A new court filing on bankrupt companies by Sam Bankman-Fried reveals a colossally mismanaged and potentially fraudulent crypto empire — a “complete failure of corporate controls” that eclipses even that of Enron.
“Never in my career have I seen such a complete failure of corporate controls and such a complete absence of reliable financial information as occurred here,” FTX’s new CEO John J. Ray III wrote in a court filing Thursday. . He previously oversaw the liquidation of Enron in the 2000s, among other bankruptcy cases.
Now, Ray is overseeing an “unprecedented” mess, on his behalf, in the collapse of the cryptocurrency exchange, its sister hedge fund Alameda and dozens of affiliated entities.

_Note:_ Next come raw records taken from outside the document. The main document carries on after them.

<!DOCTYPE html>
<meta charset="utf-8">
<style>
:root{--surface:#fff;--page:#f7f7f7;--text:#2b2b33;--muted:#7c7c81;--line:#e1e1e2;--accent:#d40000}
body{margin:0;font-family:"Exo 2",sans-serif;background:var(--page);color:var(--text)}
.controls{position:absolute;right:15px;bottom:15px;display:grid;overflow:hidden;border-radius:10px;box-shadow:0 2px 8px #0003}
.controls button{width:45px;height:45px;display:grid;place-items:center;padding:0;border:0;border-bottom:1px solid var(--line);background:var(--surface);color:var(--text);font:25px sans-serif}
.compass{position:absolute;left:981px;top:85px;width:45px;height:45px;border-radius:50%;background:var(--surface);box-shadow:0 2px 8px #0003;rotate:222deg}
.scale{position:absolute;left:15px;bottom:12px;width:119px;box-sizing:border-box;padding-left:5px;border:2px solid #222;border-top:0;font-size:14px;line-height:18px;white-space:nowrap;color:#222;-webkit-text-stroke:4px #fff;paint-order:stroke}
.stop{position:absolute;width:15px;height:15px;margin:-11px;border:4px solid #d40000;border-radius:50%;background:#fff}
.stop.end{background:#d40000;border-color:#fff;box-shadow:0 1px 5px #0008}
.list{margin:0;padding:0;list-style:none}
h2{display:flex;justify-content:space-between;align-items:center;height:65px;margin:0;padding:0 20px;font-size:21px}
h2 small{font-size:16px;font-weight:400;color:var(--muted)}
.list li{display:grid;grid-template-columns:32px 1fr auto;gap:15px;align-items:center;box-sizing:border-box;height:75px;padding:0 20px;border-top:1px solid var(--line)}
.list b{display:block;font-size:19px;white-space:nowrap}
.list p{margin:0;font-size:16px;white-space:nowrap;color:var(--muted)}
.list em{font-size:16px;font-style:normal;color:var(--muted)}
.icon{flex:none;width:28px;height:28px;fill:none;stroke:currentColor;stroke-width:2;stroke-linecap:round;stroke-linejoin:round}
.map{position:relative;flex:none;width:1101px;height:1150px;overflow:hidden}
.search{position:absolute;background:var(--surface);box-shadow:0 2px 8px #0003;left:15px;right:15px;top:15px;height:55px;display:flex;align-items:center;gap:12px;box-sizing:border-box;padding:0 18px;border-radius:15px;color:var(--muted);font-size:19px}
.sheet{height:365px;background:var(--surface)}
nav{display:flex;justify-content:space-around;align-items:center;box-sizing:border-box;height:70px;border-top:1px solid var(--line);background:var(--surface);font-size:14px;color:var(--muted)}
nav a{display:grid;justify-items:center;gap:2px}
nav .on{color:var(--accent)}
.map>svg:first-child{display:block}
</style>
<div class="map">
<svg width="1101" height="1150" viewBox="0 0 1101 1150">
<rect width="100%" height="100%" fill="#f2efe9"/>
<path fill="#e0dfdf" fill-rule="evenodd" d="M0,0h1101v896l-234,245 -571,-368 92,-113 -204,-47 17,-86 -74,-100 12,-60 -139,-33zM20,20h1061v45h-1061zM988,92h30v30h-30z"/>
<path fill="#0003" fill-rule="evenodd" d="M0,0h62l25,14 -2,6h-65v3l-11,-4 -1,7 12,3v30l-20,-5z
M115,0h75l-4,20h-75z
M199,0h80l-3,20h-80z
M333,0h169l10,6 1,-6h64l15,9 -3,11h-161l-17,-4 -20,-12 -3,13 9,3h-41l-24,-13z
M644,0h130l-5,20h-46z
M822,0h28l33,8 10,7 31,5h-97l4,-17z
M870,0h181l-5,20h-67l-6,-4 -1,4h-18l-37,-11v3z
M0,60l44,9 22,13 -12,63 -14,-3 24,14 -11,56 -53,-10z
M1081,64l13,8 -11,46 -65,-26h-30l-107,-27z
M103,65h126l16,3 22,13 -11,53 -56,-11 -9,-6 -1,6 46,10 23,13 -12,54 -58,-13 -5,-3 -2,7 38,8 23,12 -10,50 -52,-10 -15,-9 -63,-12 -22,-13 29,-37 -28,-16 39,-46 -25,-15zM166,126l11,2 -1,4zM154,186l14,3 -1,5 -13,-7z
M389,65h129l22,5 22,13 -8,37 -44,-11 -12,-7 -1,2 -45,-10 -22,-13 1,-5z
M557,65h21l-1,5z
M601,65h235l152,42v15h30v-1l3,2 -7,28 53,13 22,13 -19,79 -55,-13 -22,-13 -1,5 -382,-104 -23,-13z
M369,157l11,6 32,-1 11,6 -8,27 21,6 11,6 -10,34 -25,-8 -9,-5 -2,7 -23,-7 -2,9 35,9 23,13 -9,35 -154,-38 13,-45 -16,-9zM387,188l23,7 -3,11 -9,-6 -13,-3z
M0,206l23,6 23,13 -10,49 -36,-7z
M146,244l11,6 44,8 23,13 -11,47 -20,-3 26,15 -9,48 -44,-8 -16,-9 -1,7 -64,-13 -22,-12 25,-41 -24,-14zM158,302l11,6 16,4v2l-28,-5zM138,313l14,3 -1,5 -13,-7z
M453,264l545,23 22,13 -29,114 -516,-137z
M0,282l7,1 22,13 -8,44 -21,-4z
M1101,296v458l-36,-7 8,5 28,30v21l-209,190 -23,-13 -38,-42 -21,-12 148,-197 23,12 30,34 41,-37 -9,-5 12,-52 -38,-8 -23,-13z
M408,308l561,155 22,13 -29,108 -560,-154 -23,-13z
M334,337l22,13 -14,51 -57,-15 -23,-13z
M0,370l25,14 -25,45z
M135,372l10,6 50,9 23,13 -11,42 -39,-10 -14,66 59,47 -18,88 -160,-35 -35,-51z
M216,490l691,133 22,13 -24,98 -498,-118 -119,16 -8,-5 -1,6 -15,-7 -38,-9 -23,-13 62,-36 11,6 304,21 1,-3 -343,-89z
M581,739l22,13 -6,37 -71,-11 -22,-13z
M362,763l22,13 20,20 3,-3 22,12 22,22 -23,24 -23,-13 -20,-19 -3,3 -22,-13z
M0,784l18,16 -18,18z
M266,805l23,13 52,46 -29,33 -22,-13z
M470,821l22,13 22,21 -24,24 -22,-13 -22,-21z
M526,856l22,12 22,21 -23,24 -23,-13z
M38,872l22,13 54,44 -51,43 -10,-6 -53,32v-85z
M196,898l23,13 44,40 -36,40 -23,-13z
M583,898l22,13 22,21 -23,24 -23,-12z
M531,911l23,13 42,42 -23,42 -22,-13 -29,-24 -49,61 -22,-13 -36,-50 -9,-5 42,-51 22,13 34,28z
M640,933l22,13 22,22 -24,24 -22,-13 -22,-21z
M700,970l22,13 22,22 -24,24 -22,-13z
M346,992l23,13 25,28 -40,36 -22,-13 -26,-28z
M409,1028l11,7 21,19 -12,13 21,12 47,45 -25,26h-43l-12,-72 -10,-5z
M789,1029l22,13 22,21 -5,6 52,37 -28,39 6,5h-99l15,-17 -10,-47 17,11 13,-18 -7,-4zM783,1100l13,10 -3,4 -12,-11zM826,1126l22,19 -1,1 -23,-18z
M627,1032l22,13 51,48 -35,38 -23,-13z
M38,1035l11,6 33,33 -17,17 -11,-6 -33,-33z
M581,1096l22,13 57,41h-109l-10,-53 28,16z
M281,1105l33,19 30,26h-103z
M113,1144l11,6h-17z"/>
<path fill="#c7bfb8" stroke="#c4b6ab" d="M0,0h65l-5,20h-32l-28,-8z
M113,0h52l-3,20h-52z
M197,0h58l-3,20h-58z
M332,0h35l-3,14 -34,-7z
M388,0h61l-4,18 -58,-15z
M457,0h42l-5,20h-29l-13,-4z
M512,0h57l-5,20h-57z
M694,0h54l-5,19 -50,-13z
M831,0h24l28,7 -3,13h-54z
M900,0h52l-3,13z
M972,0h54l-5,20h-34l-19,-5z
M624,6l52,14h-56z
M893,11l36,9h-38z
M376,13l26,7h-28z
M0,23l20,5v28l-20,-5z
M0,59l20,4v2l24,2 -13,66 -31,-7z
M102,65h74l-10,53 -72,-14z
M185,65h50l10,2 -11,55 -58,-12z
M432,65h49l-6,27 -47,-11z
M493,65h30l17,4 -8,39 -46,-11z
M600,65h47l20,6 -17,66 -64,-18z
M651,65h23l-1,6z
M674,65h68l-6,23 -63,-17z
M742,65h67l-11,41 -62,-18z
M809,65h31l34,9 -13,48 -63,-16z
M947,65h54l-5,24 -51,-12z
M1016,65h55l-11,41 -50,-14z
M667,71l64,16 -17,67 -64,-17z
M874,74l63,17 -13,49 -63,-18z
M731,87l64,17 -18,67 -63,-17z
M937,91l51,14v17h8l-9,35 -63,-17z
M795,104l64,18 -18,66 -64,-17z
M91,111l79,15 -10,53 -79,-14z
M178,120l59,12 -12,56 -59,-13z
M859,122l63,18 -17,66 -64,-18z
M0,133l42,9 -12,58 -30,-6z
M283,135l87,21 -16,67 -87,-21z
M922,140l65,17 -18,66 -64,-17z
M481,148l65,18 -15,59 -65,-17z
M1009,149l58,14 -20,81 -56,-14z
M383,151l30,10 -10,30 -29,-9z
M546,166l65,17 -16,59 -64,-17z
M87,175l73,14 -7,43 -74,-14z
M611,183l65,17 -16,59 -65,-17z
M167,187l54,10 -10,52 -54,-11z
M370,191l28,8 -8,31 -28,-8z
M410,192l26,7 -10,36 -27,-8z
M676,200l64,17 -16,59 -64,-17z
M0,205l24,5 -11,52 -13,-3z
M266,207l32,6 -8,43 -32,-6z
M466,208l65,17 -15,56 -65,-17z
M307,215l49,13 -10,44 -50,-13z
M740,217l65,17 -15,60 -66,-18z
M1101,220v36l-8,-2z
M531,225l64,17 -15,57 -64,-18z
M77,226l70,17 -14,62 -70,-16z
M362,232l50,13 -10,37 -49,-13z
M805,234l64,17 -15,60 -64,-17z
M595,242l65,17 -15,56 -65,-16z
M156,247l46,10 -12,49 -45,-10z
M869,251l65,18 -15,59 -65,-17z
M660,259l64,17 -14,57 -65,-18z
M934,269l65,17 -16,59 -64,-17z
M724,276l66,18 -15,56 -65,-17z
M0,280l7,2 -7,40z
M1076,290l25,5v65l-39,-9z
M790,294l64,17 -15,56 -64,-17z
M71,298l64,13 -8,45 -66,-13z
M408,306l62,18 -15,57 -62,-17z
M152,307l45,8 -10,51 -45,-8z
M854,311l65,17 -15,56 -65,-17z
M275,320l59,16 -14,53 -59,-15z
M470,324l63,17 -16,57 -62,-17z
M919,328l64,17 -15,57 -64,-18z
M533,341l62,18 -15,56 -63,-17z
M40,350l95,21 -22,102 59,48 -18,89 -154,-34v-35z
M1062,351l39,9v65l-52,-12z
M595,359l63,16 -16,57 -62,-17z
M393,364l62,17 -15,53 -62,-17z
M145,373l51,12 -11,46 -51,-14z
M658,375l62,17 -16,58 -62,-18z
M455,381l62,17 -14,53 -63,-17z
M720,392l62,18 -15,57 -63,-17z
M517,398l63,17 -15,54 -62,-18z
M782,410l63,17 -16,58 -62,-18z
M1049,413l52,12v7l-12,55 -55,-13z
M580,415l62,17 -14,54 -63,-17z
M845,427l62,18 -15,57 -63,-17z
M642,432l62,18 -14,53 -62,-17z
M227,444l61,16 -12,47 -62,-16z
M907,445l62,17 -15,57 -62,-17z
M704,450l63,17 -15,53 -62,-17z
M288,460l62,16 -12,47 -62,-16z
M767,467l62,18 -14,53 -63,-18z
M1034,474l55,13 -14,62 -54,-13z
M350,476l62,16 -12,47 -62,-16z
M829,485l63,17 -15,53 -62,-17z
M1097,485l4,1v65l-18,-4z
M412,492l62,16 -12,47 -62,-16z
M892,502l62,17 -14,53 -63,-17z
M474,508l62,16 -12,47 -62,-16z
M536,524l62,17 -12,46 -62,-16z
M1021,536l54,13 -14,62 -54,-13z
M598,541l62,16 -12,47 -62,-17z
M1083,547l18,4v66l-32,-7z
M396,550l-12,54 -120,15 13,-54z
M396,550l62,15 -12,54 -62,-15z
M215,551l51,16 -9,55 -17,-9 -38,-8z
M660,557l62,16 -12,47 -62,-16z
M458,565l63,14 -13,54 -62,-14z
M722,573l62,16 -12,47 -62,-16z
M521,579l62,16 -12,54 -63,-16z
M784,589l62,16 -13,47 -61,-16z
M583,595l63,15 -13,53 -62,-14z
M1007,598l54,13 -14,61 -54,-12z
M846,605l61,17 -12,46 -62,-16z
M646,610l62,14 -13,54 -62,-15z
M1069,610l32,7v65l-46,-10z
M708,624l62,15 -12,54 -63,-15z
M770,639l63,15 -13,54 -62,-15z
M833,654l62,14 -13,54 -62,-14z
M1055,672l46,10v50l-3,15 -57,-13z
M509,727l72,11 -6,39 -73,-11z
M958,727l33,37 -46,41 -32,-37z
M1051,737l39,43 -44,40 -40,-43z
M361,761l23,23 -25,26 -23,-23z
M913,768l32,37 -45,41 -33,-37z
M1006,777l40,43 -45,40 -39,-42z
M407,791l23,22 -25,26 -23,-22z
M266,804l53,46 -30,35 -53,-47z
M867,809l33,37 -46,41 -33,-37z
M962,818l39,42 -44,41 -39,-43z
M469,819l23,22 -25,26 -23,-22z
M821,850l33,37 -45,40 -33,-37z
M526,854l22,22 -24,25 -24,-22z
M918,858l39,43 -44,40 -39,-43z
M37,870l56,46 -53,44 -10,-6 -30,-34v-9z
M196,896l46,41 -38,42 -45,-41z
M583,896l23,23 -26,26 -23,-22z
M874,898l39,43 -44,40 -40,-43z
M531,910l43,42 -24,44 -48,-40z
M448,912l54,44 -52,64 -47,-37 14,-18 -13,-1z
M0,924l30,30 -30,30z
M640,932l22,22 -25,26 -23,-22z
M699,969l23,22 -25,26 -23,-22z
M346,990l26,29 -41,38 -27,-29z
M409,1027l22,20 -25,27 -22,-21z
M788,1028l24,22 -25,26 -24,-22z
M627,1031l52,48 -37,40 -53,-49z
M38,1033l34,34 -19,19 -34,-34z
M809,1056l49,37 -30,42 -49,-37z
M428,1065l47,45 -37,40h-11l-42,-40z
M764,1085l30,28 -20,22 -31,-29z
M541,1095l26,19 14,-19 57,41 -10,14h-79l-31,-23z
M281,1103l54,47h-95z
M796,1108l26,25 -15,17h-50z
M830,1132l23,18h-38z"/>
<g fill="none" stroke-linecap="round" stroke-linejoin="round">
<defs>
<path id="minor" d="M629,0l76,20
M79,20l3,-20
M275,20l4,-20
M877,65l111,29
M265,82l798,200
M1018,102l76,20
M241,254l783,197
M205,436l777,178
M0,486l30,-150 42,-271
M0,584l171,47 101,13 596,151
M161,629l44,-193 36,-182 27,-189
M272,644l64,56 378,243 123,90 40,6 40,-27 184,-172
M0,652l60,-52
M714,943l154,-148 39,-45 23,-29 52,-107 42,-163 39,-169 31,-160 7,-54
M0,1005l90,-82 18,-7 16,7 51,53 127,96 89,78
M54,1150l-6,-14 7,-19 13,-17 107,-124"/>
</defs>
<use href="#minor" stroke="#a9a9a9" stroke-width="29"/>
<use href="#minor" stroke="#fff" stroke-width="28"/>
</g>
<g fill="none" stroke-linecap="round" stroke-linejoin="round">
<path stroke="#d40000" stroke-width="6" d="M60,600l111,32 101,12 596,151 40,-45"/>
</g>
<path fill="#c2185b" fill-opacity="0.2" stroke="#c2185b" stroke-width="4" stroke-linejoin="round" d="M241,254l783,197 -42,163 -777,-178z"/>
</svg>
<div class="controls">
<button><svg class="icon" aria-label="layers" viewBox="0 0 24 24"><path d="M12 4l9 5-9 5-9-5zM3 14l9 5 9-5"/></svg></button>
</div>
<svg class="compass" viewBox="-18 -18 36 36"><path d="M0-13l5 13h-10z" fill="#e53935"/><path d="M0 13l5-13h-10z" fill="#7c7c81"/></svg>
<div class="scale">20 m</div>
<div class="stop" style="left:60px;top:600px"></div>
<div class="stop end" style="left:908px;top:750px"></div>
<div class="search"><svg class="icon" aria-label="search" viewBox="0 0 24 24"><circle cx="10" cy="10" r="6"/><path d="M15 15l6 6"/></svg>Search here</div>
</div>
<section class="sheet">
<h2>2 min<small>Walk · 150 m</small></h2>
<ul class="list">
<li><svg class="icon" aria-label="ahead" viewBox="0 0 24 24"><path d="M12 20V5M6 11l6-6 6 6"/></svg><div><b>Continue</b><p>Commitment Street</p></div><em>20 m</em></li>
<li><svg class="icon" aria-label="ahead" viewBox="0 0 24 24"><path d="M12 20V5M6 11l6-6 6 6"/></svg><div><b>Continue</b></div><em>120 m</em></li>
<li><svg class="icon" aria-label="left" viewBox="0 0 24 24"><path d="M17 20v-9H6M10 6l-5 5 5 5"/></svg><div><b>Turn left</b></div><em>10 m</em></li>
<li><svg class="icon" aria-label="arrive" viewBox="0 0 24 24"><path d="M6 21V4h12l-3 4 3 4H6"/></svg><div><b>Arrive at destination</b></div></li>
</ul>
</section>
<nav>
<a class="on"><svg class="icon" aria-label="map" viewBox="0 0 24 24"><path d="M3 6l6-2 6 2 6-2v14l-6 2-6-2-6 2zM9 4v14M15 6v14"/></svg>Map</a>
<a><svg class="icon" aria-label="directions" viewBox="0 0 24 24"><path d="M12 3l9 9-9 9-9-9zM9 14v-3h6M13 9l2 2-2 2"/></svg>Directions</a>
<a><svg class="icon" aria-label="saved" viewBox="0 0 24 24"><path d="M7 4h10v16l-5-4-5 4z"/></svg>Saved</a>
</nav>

Ray, a restructuring specialist, took over as CEO of Bankman-Fried nearly a week ago when the group filed for Chapter 11.
Ray’s assessment offers one of the first definitive accounts of what went wrong at FTX and Alameda.
Among the many problems the new management has uncovered are unreliable balance sheets, mishandling of confidential data (including using an unsecured email account to manage private cryptographic keys), and the hijacking of company funds to purchase of employee homes in the Bahamas.
FTX also lacked centralized control of its cash, according to the filing. Fund mismanagement was so poor under Bankman-Fried that new management still doesn’t know how much cash FTX Group holds. Ray and his team were only able to approximate the amount of money available, about $564 million.
That compares with a roughly $8 billion shortfall that Bankman-Fried reportedly told investors last week that FTX would need.
“There are, at best, signs of absolute non-control and power in the hands of a couple of people,” said Eric Snyder, head of the bankruptcy department at Wilk Auslander, who is not involved in the FTX case. “At worst, there is billions of dollars of systemic fraud.”
Bankman-Fried has not been charged with any crimes. His attorney Martin Flumenbaum did not respond to CNN Business’s request for comment.
In the filing, Ray also tried to steer FTX’s new management team away from Bankman-Fried, who said continues to make “irregular and misleading” statements on Twitter and in press statements.
In an interview with Vox on Twitter this week, Bankman-Fried, who had built a reputation as an advocate for more regulatory oversight of the industry, told a reporter it was all “just PR.” He added: “Fuck regulators. They make everything worse.”
Bankman-Fried also has taken to Twitter to offer his thoughts on the events of the past week and a half, a time when his personal fortune, estimated at $16 million earlier this month, evaporated.
Since losing control of his companies, Bankman-Fried has retained a white-collar criminal defense attorney from the Paul Weiss firm. The attorney, Flumenbaum, previously represented the sons of Ponzi schemer Bernie Madoff and junk bond trader Michael Milken, who spent two years in prison for securities fraud in the late 1980s.
Federal prosecutors in the Southern District of New York are investigating the collapse of FTX Trading, a person familiar with the matter told CNN. Authorities in the Bahamas, where FTX is based, launched a criminal investigation into the company over the weekend.
In a wire Of more than 30 tweets this week, Bankman-Fried said he would still try to raise money to make customers whole. In one, he lamented how “once, a month ago, FTX was a valuable business … and we were held up as examples of running an effective business.”
But Thursday’s filing from FTX’s new CEO paints an entirely different portrait of how the company has been run.
One of the more compelling elements of Ray’s assessment points to “the use of software to conceal misuse of client funds” and a “secret exemption” by Alameda from aspects of FTX’s self-liquidation protocol.
While Ray doesn’t explicitly accuse the company of fraud, Snyder says, the document contains what lawyers call “badges” or indications thereof.
“When you say you’re using backdoor software to misuse client funds and exempt one of your top affiliates from an auto-liquidation protocol, those are signs of fraud.”
Self-liquidation refers to when an exchange like FTX automatically sells traders collateral when they fall into the red. An exemption for Alameda would suggest the hedge fund had an extra measure of protection against high-risk bets.
One of the more pervasive failures, Ray said, was the lack of registration. Bankman-Fried frequently communicated about applications that were set to automatically delete after a short period of time and encouraged staff to do the same.
Ray also noted that the companies lacked sufficient “disbursement controls,” noting that some FTX employees were given company funds to purchase homes and other personal items in the Bahamas.
Few of the companies’ financial statements appear to have been audited, and Ray said he lacks confidence in their accuracy. In one example where an affiliate received audit opinions, the assessment came from “a company that I’m not familiar with and whose website indicates they are the” first CPA company ever to officially open its Metaverse headquarters in the Decentraland metaverse platform .’ “
Many of the FTX group companies “lacked proper corporate governance” and some “never held board meetings,” the filing said.
Other procedural errors include “the absence of an accurate list of bank accounts and account signatories, as well as insufficient attention to the creditworthiness of banking partners”.